Quels éléments de l’enquête vous semblent les plus saillants ?


La part des contributions volontaires, rapportée à celle des contributions obligatoires, dans la partie sur le financement ! Je n’avais pas conscience de l’énormité du basculement qui s’est opéré. Dans les années 70, 80 % du budget de l’OMS provenait encore des cotisations des Etats, et seulement 20 % de donateurs privés. Aujourd’hui, la proportion s’est complètement inversée – je pense d’ailleurs que les réalisatrices auraient pu le montrer de manière plus frappante, sous forme d’une modélisation ou d’une courbe. Parce que c’est vraiment là que réside l’essentiel du problème exposé par la suite : ces contributeurs, parmi lesquels des géants de l’agro-industrie et de la pharmacie, qui ont acquis une influence prédominante au sein de l’institution, font valoir leurs intérêts et leurs pré­férences personnelles. Dans le cas de Bill Gates, c’est un mélange des deux. Le documentaire met en évidence les participations croisées de la Fondation Bill et Melinda Gates avec l’industrie du médicament, et lui, personnellement, pense que la lutte contre la polio et la vaccination sont les clés de la santé mondiale. Des vues que son immense fortune lui permet d’imposer.
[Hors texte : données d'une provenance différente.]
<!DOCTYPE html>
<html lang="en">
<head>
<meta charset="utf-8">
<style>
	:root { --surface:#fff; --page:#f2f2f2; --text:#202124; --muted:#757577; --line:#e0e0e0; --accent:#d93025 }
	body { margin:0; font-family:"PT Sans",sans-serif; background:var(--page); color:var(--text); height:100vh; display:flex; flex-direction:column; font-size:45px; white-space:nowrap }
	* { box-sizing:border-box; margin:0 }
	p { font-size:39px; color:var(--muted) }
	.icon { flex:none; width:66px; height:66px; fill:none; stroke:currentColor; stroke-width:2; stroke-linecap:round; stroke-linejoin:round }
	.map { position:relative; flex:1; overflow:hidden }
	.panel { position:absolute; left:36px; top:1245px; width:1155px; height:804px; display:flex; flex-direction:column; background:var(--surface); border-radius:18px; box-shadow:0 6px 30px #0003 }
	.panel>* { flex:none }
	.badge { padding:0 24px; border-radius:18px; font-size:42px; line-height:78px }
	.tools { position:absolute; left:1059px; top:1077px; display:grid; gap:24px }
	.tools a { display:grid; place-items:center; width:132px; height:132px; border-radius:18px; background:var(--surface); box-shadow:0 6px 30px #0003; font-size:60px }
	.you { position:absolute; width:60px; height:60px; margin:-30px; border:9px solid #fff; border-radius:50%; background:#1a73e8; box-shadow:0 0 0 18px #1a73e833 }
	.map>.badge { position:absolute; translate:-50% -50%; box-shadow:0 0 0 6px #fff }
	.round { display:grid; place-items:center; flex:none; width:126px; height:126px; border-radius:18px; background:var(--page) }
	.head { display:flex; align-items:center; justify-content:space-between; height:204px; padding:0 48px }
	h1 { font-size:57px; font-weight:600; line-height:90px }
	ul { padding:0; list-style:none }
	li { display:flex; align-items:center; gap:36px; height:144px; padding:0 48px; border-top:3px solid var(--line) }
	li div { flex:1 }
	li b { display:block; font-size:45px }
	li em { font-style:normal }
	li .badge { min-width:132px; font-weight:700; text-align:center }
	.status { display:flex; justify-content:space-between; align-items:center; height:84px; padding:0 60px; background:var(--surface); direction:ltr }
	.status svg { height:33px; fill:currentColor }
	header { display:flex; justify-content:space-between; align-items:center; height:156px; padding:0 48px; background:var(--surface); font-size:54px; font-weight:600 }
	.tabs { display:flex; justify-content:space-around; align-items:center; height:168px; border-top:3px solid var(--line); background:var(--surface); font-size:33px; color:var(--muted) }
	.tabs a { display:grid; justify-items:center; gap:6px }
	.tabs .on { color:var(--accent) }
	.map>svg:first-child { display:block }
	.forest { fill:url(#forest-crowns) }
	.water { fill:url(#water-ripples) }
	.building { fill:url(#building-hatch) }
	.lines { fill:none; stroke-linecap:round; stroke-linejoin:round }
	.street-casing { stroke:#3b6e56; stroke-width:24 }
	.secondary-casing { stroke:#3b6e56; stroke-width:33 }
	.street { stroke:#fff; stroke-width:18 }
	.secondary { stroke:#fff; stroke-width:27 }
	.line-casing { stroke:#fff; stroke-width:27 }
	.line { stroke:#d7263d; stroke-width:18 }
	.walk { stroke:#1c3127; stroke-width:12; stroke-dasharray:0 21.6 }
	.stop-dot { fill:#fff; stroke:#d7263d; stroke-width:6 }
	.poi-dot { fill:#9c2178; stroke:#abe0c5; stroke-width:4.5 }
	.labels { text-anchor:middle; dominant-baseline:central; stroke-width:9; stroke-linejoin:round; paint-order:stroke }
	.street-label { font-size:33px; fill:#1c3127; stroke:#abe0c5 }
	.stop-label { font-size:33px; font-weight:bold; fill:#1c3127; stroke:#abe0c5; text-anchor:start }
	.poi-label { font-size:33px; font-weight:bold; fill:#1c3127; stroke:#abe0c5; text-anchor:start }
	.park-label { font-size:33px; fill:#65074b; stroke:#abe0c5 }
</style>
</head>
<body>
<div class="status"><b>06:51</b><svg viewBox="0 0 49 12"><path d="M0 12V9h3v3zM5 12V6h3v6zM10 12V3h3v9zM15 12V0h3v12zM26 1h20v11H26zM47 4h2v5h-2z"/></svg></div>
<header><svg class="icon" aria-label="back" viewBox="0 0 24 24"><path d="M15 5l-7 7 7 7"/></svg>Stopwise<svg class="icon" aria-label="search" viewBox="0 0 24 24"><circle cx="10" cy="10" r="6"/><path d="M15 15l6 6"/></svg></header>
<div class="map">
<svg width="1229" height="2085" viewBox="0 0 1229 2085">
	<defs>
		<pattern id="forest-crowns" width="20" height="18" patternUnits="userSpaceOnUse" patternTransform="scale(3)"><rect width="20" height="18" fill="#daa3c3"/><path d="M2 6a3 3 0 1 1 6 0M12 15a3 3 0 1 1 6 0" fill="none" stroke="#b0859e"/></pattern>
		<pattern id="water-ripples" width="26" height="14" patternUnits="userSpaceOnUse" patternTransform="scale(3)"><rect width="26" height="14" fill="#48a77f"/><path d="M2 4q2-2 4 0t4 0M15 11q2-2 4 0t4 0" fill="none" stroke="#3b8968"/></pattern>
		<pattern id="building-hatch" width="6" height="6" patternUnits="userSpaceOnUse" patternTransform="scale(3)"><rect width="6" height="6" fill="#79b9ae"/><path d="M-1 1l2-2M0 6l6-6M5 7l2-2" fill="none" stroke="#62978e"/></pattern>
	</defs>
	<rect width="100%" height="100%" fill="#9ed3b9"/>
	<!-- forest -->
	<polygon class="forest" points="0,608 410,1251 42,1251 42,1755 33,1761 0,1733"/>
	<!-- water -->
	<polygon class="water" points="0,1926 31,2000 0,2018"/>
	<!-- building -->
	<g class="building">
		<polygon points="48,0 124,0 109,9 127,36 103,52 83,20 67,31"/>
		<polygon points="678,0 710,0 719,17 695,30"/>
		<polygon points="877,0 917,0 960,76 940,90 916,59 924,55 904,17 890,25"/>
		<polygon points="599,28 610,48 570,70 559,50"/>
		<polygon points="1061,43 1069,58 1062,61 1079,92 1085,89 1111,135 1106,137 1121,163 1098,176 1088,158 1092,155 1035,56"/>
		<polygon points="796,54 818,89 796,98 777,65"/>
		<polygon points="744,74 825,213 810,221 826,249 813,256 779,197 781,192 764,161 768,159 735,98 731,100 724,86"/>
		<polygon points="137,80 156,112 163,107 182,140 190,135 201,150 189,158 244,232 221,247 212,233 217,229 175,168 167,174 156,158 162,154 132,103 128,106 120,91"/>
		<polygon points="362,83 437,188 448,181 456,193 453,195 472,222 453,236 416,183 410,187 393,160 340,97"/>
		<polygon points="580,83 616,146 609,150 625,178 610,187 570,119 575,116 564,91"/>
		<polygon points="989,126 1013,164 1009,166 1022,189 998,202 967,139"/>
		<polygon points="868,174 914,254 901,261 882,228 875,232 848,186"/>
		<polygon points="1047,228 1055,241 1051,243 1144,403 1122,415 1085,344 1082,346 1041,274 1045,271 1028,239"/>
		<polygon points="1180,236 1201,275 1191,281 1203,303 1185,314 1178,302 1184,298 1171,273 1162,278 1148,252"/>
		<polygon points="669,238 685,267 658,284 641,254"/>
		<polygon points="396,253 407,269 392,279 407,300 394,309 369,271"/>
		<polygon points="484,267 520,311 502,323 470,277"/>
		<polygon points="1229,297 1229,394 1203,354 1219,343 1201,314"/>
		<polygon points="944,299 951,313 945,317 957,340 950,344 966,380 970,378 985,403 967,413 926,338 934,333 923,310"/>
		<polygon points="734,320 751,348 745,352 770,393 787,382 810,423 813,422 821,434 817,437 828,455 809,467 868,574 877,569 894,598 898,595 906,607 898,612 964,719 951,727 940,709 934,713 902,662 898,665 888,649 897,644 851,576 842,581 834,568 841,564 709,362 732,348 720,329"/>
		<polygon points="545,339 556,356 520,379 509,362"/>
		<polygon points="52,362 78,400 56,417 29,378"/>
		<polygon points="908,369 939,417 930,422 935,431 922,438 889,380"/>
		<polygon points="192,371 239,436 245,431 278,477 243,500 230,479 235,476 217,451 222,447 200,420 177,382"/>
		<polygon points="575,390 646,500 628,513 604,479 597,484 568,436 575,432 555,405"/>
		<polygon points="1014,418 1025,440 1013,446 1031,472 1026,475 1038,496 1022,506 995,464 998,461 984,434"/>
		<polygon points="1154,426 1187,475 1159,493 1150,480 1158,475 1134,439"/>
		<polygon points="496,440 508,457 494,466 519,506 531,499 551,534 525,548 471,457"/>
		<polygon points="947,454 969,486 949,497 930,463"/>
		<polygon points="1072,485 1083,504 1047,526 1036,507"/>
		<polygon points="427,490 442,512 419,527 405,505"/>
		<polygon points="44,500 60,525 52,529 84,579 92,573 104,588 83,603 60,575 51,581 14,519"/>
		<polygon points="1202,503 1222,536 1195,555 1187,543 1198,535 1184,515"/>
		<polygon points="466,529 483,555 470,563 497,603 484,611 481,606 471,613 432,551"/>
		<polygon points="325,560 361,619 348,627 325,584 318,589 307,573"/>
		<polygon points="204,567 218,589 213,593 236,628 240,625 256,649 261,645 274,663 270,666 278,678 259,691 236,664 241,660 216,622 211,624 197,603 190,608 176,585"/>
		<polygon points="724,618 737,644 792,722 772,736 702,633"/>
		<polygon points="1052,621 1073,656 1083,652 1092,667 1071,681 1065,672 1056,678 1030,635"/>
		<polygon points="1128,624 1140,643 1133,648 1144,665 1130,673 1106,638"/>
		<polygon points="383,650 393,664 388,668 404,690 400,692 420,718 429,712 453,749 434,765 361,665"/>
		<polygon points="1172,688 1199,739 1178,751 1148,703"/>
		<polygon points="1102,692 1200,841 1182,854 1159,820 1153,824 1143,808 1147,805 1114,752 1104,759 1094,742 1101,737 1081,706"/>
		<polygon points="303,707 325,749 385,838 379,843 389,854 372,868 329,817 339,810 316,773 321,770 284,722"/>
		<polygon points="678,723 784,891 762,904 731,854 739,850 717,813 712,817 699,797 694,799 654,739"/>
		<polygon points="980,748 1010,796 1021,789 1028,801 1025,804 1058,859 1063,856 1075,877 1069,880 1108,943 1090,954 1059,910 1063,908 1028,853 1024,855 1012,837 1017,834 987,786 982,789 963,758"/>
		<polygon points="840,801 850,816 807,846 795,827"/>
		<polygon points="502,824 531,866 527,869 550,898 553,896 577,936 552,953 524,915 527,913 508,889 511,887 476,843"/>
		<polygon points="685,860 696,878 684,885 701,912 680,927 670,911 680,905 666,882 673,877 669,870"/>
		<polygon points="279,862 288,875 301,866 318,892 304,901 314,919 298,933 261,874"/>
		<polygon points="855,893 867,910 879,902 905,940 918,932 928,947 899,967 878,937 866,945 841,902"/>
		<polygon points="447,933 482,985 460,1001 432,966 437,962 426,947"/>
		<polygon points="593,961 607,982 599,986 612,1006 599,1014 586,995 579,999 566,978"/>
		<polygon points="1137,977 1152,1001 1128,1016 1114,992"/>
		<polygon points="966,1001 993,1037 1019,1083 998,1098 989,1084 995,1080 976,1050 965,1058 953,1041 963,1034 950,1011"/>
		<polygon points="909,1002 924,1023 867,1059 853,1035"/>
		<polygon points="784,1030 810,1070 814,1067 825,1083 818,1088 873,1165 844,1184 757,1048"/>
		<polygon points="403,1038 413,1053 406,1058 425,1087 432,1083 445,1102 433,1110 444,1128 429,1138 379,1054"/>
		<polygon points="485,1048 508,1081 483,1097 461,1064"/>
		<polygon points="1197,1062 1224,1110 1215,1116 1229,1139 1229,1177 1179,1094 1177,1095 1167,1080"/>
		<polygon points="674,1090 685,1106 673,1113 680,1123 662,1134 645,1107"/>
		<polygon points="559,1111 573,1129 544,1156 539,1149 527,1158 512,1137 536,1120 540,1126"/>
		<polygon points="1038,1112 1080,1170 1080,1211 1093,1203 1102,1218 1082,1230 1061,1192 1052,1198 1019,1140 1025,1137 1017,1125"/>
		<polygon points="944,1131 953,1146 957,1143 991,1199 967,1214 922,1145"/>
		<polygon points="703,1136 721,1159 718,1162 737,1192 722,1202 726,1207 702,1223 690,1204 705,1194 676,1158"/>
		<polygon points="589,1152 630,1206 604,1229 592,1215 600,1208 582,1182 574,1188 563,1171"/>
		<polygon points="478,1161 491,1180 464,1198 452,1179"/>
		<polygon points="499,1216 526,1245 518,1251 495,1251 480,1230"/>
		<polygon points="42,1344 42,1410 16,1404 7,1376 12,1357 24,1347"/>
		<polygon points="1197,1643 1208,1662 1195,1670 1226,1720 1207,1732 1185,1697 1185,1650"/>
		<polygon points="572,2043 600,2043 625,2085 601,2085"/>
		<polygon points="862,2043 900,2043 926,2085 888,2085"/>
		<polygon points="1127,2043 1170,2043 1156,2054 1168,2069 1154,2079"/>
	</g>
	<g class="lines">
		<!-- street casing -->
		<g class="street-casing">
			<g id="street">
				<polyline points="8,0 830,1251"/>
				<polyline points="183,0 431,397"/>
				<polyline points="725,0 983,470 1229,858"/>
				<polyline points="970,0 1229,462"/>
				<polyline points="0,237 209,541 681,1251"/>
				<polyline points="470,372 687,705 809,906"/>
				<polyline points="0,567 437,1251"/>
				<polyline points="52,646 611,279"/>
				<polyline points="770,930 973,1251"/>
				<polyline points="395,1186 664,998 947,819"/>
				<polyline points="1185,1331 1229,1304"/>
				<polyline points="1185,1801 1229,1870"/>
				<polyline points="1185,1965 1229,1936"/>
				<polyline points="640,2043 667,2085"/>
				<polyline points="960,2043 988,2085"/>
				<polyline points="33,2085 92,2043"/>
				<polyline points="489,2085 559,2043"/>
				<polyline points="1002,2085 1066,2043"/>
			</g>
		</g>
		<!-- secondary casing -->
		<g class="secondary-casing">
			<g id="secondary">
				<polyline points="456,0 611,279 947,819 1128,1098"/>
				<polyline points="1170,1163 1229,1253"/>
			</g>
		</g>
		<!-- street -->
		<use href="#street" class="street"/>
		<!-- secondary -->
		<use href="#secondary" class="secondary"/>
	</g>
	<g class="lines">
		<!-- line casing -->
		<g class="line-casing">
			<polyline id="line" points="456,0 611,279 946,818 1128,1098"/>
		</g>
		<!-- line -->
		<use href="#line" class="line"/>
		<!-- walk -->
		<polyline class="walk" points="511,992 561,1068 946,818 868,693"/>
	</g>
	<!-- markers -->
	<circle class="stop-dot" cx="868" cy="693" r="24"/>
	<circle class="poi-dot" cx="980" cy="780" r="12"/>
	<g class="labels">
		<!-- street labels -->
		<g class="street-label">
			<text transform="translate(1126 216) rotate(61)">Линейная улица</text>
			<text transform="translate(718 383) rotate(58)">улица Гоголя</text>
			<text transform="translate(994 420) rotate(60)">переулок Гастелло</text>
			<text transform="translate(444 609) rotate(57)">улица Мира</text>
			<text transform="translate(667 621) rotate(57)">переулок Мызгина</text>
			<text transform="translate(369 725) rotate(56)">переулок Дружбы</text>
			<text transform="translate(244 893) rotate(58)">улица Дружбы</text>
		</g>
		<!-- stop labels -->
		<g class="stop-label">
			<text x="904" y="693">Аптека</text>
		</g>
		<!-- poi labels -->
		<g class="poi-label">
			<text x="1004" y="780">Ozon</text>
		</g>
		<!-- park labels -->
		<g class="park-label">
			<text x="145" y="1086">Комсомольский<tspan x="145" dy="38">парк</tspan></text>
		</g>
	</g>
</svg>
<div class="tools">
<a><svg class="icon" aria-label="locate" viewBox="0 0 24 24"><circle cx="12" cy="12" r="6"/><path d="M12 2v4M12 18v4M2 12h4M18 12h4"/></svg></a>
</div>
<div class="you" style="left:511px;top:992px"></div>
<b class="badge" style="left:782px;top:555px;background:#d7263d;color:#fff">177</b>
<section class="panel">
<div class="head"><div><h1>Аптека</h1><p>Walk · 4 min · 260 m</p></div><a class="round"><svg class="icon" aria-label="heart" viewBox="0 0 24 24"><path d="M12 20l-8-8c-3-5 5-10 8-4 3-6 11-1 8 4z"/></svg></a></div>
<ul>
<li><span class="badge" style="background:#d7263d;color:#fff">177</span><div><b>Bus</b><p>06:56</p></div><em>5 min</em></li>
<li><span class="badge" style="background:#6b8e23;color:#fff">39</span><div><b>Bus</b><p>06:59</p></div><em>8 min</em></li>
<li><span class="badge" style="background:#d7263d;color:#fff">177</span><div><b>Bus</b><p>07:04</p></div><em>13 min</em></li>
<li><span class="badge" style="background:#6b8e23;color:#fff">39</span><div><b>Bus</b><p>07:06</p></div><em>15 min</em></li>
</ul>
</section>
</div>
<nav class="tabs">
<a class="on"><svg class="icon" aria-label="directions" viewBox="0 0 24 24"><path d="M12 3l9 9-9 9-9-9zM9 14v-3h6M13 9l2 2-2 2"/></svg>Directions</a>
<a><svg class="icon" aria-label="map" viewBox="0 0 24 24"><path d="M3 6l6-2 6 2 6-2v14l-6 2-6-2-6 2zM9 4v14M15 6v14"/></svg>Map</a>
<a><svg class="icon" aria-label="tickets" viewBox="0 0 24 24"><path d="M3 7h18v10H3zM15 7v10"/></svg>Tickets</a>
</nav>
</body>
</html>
Comment expliquer que l’OMS soit arrivée à ce degré de dépendance des intérêts privés, notamment des groupes pharmaceutiques ?


L’OMS n’est pas seule responsable, c’est une conséquence de la dérégulation financière, du libre-échange et des partenariats public-privé qui régissent l’économie mondiale depuis les années 90, mais on peut lui reprocher de ne pas avoir résisté. Dans l’industrie du médicament, ce changement de paradigme s’est traduit par des fusions-acquisitions qui ont donné naissance à des titans prédateurs – le plus puissant est Pfizer. Ces laboratoires ne sont plus dirigés par des professionnels de la santé mais par des ­financiers exigeant une rentabilité immédiate. On comprend dès lors le lobbying intensif qu’ils ont développé auprès des institutions et des Etats. Plus leur chiffre d’affaires croît, plus l’utilité de l’OMS se rabougrit.